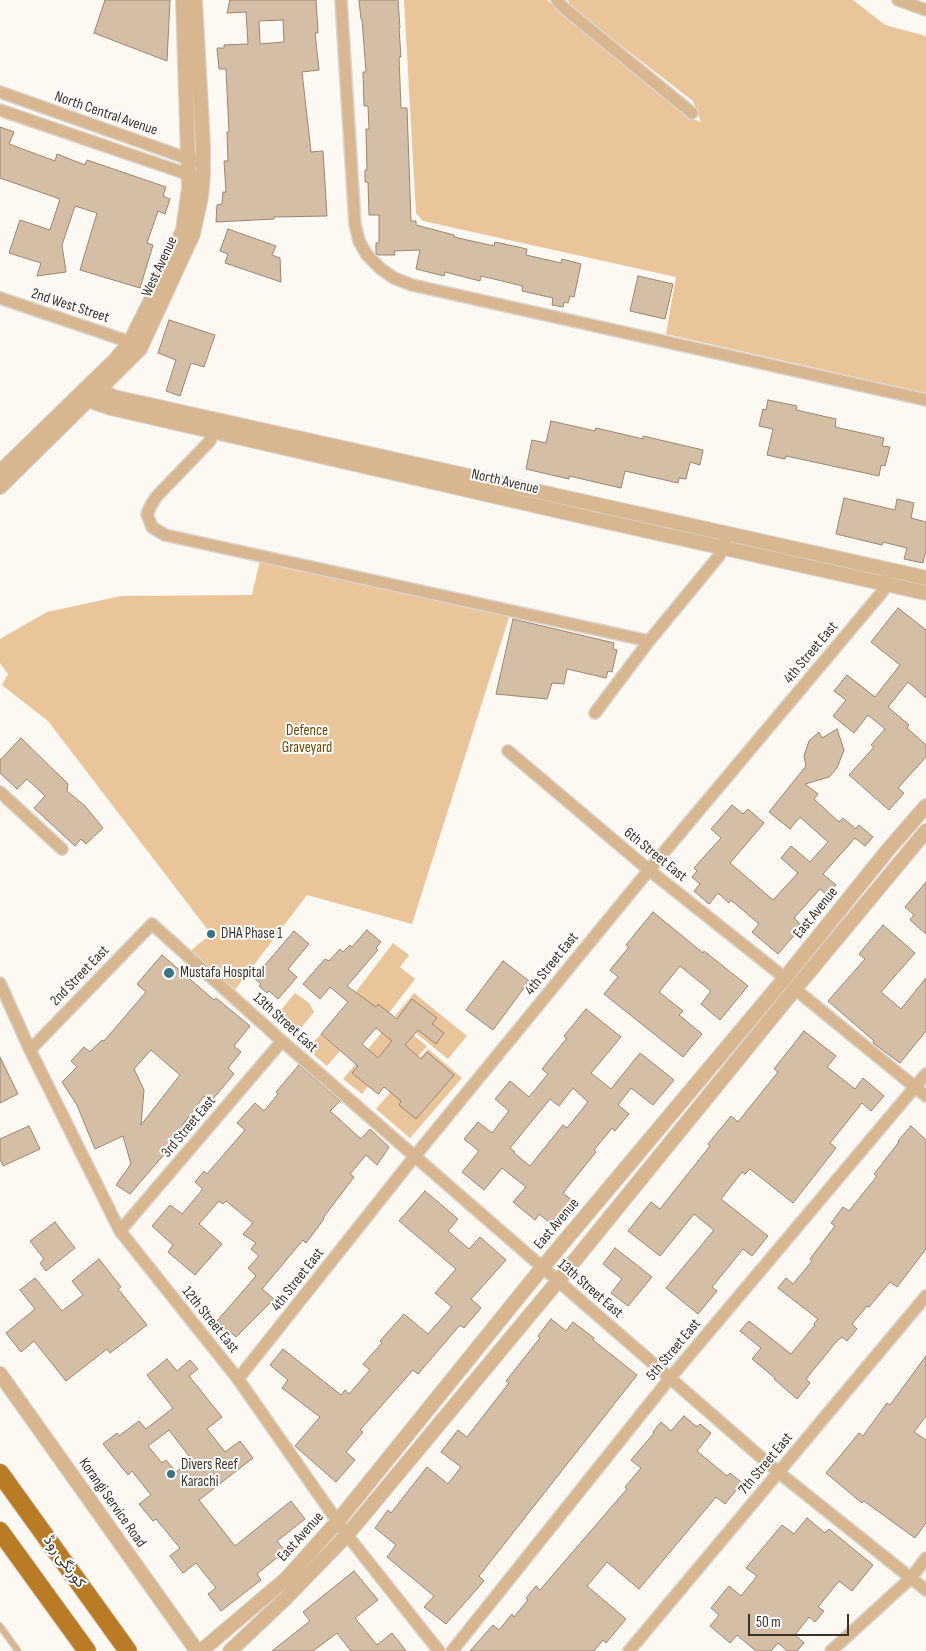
<!DOCTYPE html>
<meta charset="utf-8">
<style>
body{margin:0}
#map{position:relative;width:926px;height:1651px;overflow:hidden;background:#fcf8f2;font-family:"Sofia Sans Condensed",sans-serif}
canvas{display:block}
.scale{position:absolute;left:748px;top:1614px;width:101px;height:22px;box-sizing:border-box;border:2px solid #3a3127;border-top:0;padding-left:6px;font-size:15px;line-height:18px;white-space:nowrap;color:#3a3127;-webkit-text-stroke:4px #fff;paint-order:stroke}
</style>
<div id="map">
<canvas width="926" height="1651"></canvas>
<div class="scale">50 m</div>
</div>
<script>
const ctx = document.querySelector('canvas').getContext('2d');
ctx.lineJoin = 'round';
function fill(path, color) {
  ctx.fillStyle = color;
  ctx.fill(path, 'evenodd');
}
function toPath(rows) {
  const path = new Path2D();
  for (const r of rows) {
    path.moveTo(r[0], r[1]);
    for (let i = 2; i < r.length; i += 2) path.lineTo(r[i], r[i + 1]);
  }
  return path;
}
function strokePath(path, color, width, dash) {
  ctx.strokeStyle = color;
  ctx.lineWidth = width;
  ctx.lineCap = dash ? 'butt' : 'round';
  ctx.setLineDash(dash || []);
  ctx.stroke(path);
}
function write(font, color, halo, rows, align = 'center') {
  ctx.font = font + ' "Sofia Sans Condensed",Vazirmatn,sans-serif';
  ctx.lineWidth = 4;
  ctx.setLineDash([]);
  ctx.textBaseline = 'middle';
  ctx.strokeStyle = halo;
  ctx.fillStyle = color;
  for (const [text, x, y, turn = 0] of rows) {
    ctx.save();
    ctx.translate(x, y);
    ctx.rotate((+turn || 0) * Math.PI / 180);
    ctx.textAlign = isNaN(turn) ? turn : align;
    if (halo) ctx.strokeText(text, 0, 0);
    ctx.fillText(text, 0, 0);
    ctx.restore();
  }
}
const green = toPath([
 [404,0,547,0,674,103,683,115,701,122,693,101,571,7,568,0,853,0,885,25,926,36,926,393,666,334,676,277,423,221,416,213],
 [261,556,511,611,412,924,307,895,231,995,188,953,211,934,48,721,2,685,8,674,0,663,0,639,47,612,121,596,252,595],
 [393,943,409,955,400,967,415,979,389,1013,352,997],
 [295,993,309,1003,314,1012,296,1034,275,1017],
 [414,993,467,1036,448,1059,395,1016],
 [393,1019,427,1046,400,1078,395,1074,378,1094,368,1086,362,1094,343,1079],
 [321,1034,340,1051,327,1066,307,1049],
 [428,1049,462,1078,410,1138,376,1109]
]);
const building = toPath([
 [105,0,170,0,167,61,94,33,105,0],
 [230,0,316,0,318,33,315,33,319,70,302,72,311,152,323,151,327,216,274,217,274,219,216,222,217,205,222,204,223,192,226,192,224,161,228,161,227,132,229,132,226,69,219,69,217,48,224,48,224,45,248,44,246,12,227,13,230,0],
 [283,20,284,42,260,44,259,21,283,20],
 [359,0,398,0,400,28,399,28,401,57,399,57,401,108,407,108,411,221,416,221,416,225,454,235,454,237,494,246,495,242,527,249,526,255,561,263,562,259,581,264,574,297,570,296,568,303,564,302,563,307,552,305,553,298,522,291,523,286,481,276,480,281,445,272,444,276,416,269,420,250,394,251,395,255,378,255,376,254,376,243,379,243,379,215,369,215,368,182,365,182,365,170,367,170,366,129,369,129,368,106,364,106,363,72,366,72,362,19,361,19,359,0],
 [0,127,14,132,9,144,55,161,57,154,85,165,87,160,166,187,163,196,170,199,165,214,158,211,147,243,153,245,140,288,80,270,97,213,75,206,62,245,66,272,37,276,41,263,9,253,20,220,50,230,60,199,0,178,0,127],
 [228,229,276,246,272,255,280,258,281,282,225,263,228,254,220,251,228,229],
 [638,276,673,284,665,319,630,311,638,276],
 [169,320,215,335,204,367,191,363,180,396,166,391,176,360,158,353,169,320],
 [768,400,797,406,796,410,836,419,835,427,884,438,882,446,890,447,885,466,881,465,879,476,786,456,785,459,767,455,773,429,759,426,763,409,766,410,768,400],
 [551,421,595,431,596,428,643,439,643,436,703,450,700,465,690,462,686,479,679,478,678,483,625,471,621,488,569,476,569,479,526,469,532,440,546,443,551,421],
 [844,498,895,510,897,499,914,503,911,518,926,522,926,550,923,563,904,559,907,548,883,542,882,545,836,534,844,498],
 [898,608,926,630,926,698,908,682,888,707,909,725,907,728,926,745,926,757,898,788,904,793,889,810,849,775,874,747,871,745,885,729,868,715,854,733,833,716,846,700,834,691,847,675,875,697,900,665,871,642,898,608],
 [513,619,614,643,613,649,617,650,612,672,608,671,606,678,567,669,564,684,552,683,547,699,496,694,513,619],
 [837,729,844,750,837,768,829,777,805,784,818,794,814,799,839,822,843,818,856,829,859,825,873,837,865,846,855,838,823,874,836,885,827,895,820,889,794,918,802,926,778,954,752,932,759,924,731,900,729,903,718,893,709,904,694,891,700,884,692,877,697,871,694,868,721,838,711,829,732,805,743,814,748,809,764,823,730,863,773,900,798,873,781,858,791,846,810,862,828,842,800,817,790,829,769,812,806,766,804,756,809,741,819,732,822,738,837,729],
 [21,738,68,784,67,791,85,806,103,828,86,844,81,839,75,846,34,808,45,796,27,779,17,789,0,773,0,760,21,738],
 [926,882,926,934,910,920,914,915,905,907,926,882],
 [653,912,703,953,704,951,748,986,720,1020,701,1004,711,991,680,966,659,992,683,1011,679,1015,702,1034,683,1057,604,994,618,977,610,970,629,947,626,945,653,912],
 [883,925,915,953,881,992,901,1009,926,978,926,1031,900,1063,873,1043,874,1041,828,1001,865,959,859,954,883,925],
 [367,930,381,942,376,948,378,950,347,986,376,1007,378,1004,397,1019,412,999,437,1018,432,1024,444,1033,436,1044,418,1030,405,1045,421,1059,427,1052,454,1075,416,1119,399,1105,401,1101,384,1087,378,1094,352,1073,358,1066,321,1034,348,1002,330,987,320,999,303,984,325,959,329,961,340,949,343,952,350,945,352,947,367,930],
 [376,1028,392,1041,378,1058,362,1044,376,1028],
 [294,931,309,944,288,969,297,977,278,999,269,991,267,993,259,986,261,984,254,978,294,931],
 [162,955,214,1000,216,998,250,1026,234,1046,241,1052,228,1068,234,1074,211,1101,204,1096,182,1126,186,1129,130,1194,116,1185,131,1164,123,1136,95,1149,77,1105,62,1082,77,1067,71,1061,84,1047,90,1052,102,1040,104,1041,146,992,137,984,162,955],
 [151,1050,180,1075,141,1125,144,1090,134,1069,151,1050],
 [503,961,529,981,493,1030,466,1010,503,961],
 [586,1009,621,1037,591,1073,611,1089,640,1053,674,1080,653,1105,631,1088,618,1105,629,1114,615,1131,612,1128,594,1150,596,1152,563,1193,574,1202,554,1226,539,1214,535,1220,513,1202,526,1187,502,1168,484,1190,462,1172,479,1151,464,1139,478,1122,492,1133,509,1111,495,1099,510,1081,529,1097,548,1074,542,1069,567,1038,564,1036,586,1009],
 [573,1088,588,1102,567,1128,563,1125,530,1166,514,1153,515,1152,510,1148,550,1099,559,1106,573,1088],
 [804,1031,836,1056,827,1067,855,1089,863,1078,884,1096,871,1111,862,1103,830,1143,836,1148,793,1203,750,1169,745,1174,742,1172,721,1199,768,1236,752,1256,743,1249,712,1287,717,1291,698,1314,666,1288,714,1230,694,1214,660,1256,628,1231,651,1202,660,1209,710,1146,708,1144,731,1116,738,1122,778,1072,774,1069,804,1031],
 [0,1057,18,1094,0,1103,0,1057],
 [299,1065,340,1101,330,1111,361,1139,370,1129,389,1147,377,1165,366,1155,350,1174,354,1177,323,1218,324,1219,306,1243,303,1240,262,1289,274,1299,236,1337,217,1321,256,1276,248,1268,259,1256,251,1249,256,1243,243,1234,253,1223,226,1201,223,1204,219,1201,199,1224,222,1244,195,1275,168,1252,173,1245,152,1226,170,1205,182,1214,203,1189,195,1182,204,1171,207,1174,245,1130,237,1123,255,1103,264,1111,278,1094,276,1092,299,1065],
 [29,1126,40,1149,3,1166,0,1159,0,1139,29,1126],
 [911,1126,926,1140,926,1249,897,1287,890,1282,869,1307,867,1306,852,1324,857,1329,847,1341,842,1337,836,1342,806,1379,810,1383,797,1399,774,1379,775,1378,752,1359,761,1348,740,1331,749,1321,791,1354,815,1325,814,1324,818,1319,778,1288,786,1278,793,1284,812,1261,810,1259,835,1226,831,1223,843,1207,849,1211,877,1176,874,1174,899,1142,898,1141,911,1126],
 [425,1191,458,1219,448,1231,469,1249,480,1237,506,1260,471,1299,481,1308,464,1328,460,1325,418,1374,413,1370,360,1430,363,1432,346,1452,355,1460,336,1482,295,1446,320,1417,282,1388,288,1380,270,1365,283,1349,341,1395,345,1390,349,1394,370,1370,363,1364,382,1343,380,1341,404,1314,428,1334,452,1307,435,1293,456,1269,399,1221,425,1191],
 [55,1222,75,1248,46,1271,40,1263,44,1259,30,1241,55,1222],
 [615,1248,652,1277,628,1306,611,1293,622,1279,603,1264,615,1248],
 [99,1259,121,1287,118,1289,147,1325,110,1353,107,1349,66,1381,34,1341,21,1352,6,1333,35,1309,20,1290,35,1278,62,1311,83,1295,72,1281,99,1259],
 [551,1319,566,1331,573,1322,594,1338,593,1340,637,1375,479,1576,484,1581,446,1624,424,1607,434,1596,387,1557,396,1545,375,1528,388,1510,391,1513,427,1467,448,1484,461,1467,441,1452,458,1430,467,1437,509,1383,506,1381,540,1338,538,1336,551,1319],
 [926,1356,926,1416,914,1432,926,1440,926,1523,915,1538,864,1501,862,1503,826,1473,859,1433,863,1436,887,1403,890,1405,926,1356],
 [167,1359,177,1371,190,1360,198,1369,189,1376,222,1417,207,1429,225,1452,240,1441,253,1458,199,1500,235,1546,291,1501,305,1519,277,1541,285,1551,257,1574,261,1580,221,1611,208,1594,216,1588,196,1563,183,1573,170,1556,180,1548,156,1519,153,1521,139,1504,151,1495,132,1471,128,1475,103,1444,117,1433,119,1436,139,1421,146,1429,173,1408,147,1375,167,1359],
 [169,1430,192,1460,176,1472,166,1460,162,1463,148,1446,169,1430],
 [684,1416,697,1427,700,1424,711,1433,697,1451,727,1476,730,1473,742,1483,725,1504,716,1497,639,1589,607,1562,587,1586,626,1619,606,1643,603,1640,594,1651,470,1651,493,1625,499,1630,512,1614,514,1617,528,1600,526,1598,536,1586,540,1590,627,1489,625,1487,641,1468,631,1460,654,1433,653,1432,661,1422,671,1431,684,1416],
 [807,1518,825,1533,829,1529,873,1565,852,1591,839,1581,818,1607,824,1611,815,1622,809,1617,795,1635,804,1643,797,1651,787,1651,778,1643,771,1651,756,1651,737,1635,730,1643,710,1626,719,1615,711,1608,729,1586,741,1596,757,1576,746,1568,782,1525,794,1534,807,1518],
 [354,1571,378,1600,355,1618,377,1645,392,1633,406,1651,351,1651,337,1633,313,1651,272,1651,310,1621,303,1612,354,1571]
]);
const service = toPath([
 [0,1626,18,1651]
]);
const minor = toPath([
 [341,0,355,224,359,241,367,255,381,269,394,278,412,285,926,400],
 [557,0,564,8,692,113],
 [898,0,926,10],
 [0,92,189,159,203,161],
 [0,110,196,177],
 [0,298,130,342],
 [213,425,210,441,157,496,151,505,147,514,152,527,165,535,649,641],
 [595,713,649,641,719,556,725,539],
 [508,751,649,870,785,978],
 [0,792,62,849],
 [0,983,30,1050,120,1231,238,1379,347,1535,439,1651],
 [795,989,926,1096],
 [30,1050,152,924,282,1041,778,1472,926,1590],
 [120,1231,282,1041],
 [238,1379,415,1156,649,870,883,591,887,577],
 [452,1651,670,1378,926,1074],
 [629,1651,926,1296],
 [831,1651,911,1578,926,1558]
]);
const tertiary = toPath([
 [92,382,100,390,114,397,926,578],
 [82,392,96,403,111,408,585,517,926,593],
 [0,472,115,360,130,342,149,304,183,230,189,188,183,0],
 [0,487,140,349,193,234,201,197,203,175,203,145,195,0],
 [0,1374,197,1651],
 [201,1651,287,1578,337,1522,542,1268,785,978,887,851,926,806],
 [230,1651,285,1599,347,1535,558,1281,795,989,926,831]
]);
const primary = toPath([
 [0,1473,128,1651],
 [0,1531,87,1651]
]);
const markers = [
 [211,934,5,"#347588"],
 [169,973,6,"#347588"],
 [171,1474,5,"#347588"]
];
const streetNames = [
 ["North Central Avenue",106,114,19],
 ["West Avenue",160,267,-65],
 ["2nd West Street",70,306,18],
 ["North Avenue",505,482,13],
 ["4th Street East",811,653,-50],
 ["6th Street East",655,855,39],
 ["East Avenue",816,913,-51],
 ["4th Street East",552,964,-51],
 ["2nd Street East",80,976,-46],
 ["13th Street East",285,1023,42],
 ["3rd Street East",189,1127,-50],
 ["East Avenue",557,1224,-50],
 ["4th Street East",298,1280,-52],
 ["13th Street East",590,1289,41],
 ["12th Street East",210,1320,51],
 ["5th Street East",674,1350,-50],
 ["7th Street East",766,1464,-50],
 ["Korangi Service Road",112,1503,55],
 ["East Avenue",301,1537,-48],
 ["کورنگی روڈ",64,1562,54]
];
const parkNames = [
 ["Defence",307,731],
 ["Graveyard",307,748]
];
const poiNames = [
 ["DHA Phase 1",221,934],
 ["Mustafa Hospital",180,973],
 ["Divers Reef",181,1465],
 ["Karachi",181,1482]
];
fill(green, '#ebc59a');
fill(building, '#d5bea6');
strokePath(building, '#9b866f', 1);
strokePath(service, '#d9d4cd', 8);
strokePath(minor, '#d9d4cd', 14);
strokePath(tertiary, '#d9d4cd', 16);
strokePath(primary, '#d9d4cd', 20);
strokePath(service, '#d8b68f', 5.5);
strokePath(minor, '#d8b68f', 11);
strokePath(tertiary, '#d8b68f', 14);
strokePath(primary, '#b97b24', 18);
for (const [x, y, r, color] of markers) {
  const dot = new Path2D();
  dot.arc(x, y, r, 0, 2 * Math.PI);
  ctx.fillStyle = color;
  ctx.fill(dot);
  strokePath(dot, '#fff', 2);
}
write('15px', '#3a3127', '#fff', streetNames);
write('15px', '#6f4501', '#fff', parkNames);
write('15px', '#3a3127', '#fff', poiNames, 'left');
</script>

_ _ _ _

- TASK REQUIREMENTS -
What is needed is an exact retyping of the lines from the start of the data through the line with "ctx.save();", with both end lines kept and every picture left out.

- PROBLEM SOLUTION -
<!DOCTYPE html>
<meta charset="utf-8">
<style>
body{margin:0}
#map{position:relative;width:926px;height:1651px;overflow:hidden;background:#fcf8f2;font-family:"Sofia Sans Condensed",sans-serif}
canvas{display:block}
.scale{position:absolute;left:748px;top:1614px;width:101px;height:22px;box-sizing:border-box;border:2px solid #3a3127;border-top:0;padding-left:6px;font-size:15px;line-height:18px;white-space:nowrap;color:#3a3127;-webkit-text-stroke:4px #fff;paint-order:stroke}
</style>
<div id="map">
<canvas width="926" height="1651"></canvas>
<div class="scale">50 m</div>
</div>
<script>
const ctx = document.querySelector('canvas').getContext('2d');
ctx.lineJoin = 'round';
function fill(path, color) {
  ctx.fillStyle = color;
  ctx.fill(path, 'evenodd');
}
function toPath(rows) {
  const path = new Path2D();
  for (const r of rows) {
    path.moveTo(r[0], r[1]);
    for (let i = 2; i < r.length; i += 2) path.lineTo(r[i], r[i + 1]);
  }
  return path;
}
function strokePath(path, color, width, dash) {
  ctx.strokeStyle = color;
  ctx.lineWidth = width;
  ctx.lineCap = dash ? 'butt' : 'round';
  ctx.setLineDash(dash || []);
  ctx.stroke(path);
}
function write(font, color, halo, rows, align = 'center') {
  ctx.font = font + ' "Sofia Sans Condensed",Vazirmatn,sans-serif';
  ctx.lineWidth = 4;
  ctx.setLineDash([]);
  ctx.textBaseline = 'middle';
  ctx.strokeStyle = halo;
  ctx.fillStyle = color;
  for (const [text, x, y, turn = 0] of rows) {
    ctx.save();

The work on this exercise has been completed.